Cerpen Khairi Muhdarani: Seonggok Biru Langit
Aku akan bercerita. Bukan dengan deraian mata yang rasanya tidak terlalu penting untuk dijelaskan. Cerita yang terlalu membirukan hati tetapi menggambarkan senyum buram di wajahku. Rasanya terlalu biasa dunia ini, ya sangat biasa. Dunia ini hanya rotasi jam dari angka satu sampai angka dua belas yang kembali ke angka satu lagi. Ya, cuman rotasi hari yang membosankan, dari hari Minggu sampai Sabtu, toh! Kembali ke hari minggu lagi. Atau rotasi bulan yang di awali Januari sampai Desember yang tak tau malah kembali ke Januari lagi. Bisik-bisik kegembiraan hanya bualan alam yang tak pernah nyata dalam hidupku. Baiklah, kalian harus mendengar ceritaku, walaupun aku sedikit berbisik.

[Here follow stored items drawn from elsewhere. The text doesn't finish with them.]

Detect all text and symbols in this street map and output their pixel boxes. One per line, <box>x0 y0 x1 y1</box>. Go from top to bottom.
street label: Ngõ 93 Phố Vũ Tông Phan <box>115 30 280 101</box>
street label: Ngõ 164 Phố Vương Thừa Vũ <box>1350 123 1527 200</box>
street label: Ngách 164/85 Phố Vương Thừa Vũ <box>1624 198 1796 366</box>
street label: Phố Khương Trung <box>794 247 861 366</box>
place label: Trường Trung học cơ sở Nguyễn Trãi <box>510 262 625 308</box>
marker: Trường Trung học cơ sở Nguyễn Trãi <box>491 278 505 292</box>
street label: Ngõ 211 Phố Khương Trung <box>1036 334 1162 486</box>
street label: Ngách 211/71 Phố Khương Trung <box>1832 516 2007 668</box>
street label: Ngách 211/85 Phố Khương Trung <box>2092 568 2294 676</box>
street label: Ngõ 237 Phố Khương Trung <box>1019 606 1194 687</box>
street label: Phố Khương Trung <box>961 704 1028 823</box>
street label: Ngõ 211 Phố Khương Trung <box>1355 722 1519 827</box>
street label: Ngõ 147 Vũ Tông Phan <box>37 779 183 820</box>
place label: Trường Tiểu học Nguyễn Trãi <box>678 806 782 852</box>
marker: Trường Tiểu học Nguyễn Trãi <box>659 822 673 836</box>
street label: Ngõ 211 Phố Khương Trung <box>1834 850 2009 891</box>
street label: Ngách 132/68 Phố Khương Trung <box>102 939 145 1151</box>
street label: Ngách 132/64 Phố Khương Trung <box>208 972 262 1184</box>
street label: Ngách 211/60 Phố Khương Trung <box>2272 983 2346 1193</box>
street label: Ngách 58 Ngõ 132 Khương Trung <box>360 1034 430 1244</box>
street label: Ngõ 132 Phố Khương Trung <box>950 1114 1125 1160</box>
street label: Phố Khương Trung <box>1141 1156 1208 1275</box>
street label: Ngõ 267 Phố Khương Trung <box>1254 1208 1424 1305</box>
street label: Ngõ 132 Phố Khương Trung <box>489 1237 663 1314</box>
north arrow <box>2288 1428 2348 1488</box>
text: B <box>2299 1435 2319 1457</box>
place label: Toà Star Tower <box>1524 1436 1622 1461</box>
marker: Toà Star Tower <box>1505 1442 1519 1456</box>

Dan kalian harus menyaksikan cerita ini walaupun aku tampilkan dalam keadaan sedikit buram. Dan inilah ceritaku, cerita tentang seonggok biru langit.Aku masih saja terdiam memandang seonggok biru langit. Dan kening sedikit mengerit. Indah dan memang indah karena dipingit. Iya dipingit oleh alam yang membuatku sakit. Seonggok biru langit ini kurampas dari alam semak belukar. Setelah melewati hutan yang lebat tak terjamah oleh mentari yang katanya cahayanya kekar. Gurat-gurat seonggok biru langit kurampas dalam diam dan kuambil dalam malam yang kelam. Masih ku ingat singa jingga yang meraung geram, atau ular kobra yang mendesis sinis. Iya, aku memang lancang, aku mengambil seonggok biru langit dalam kelam malam. Iya, karena terlalu banyak penjaga di siang hari yang masih saja terlihat malam di hutan mencekam itu.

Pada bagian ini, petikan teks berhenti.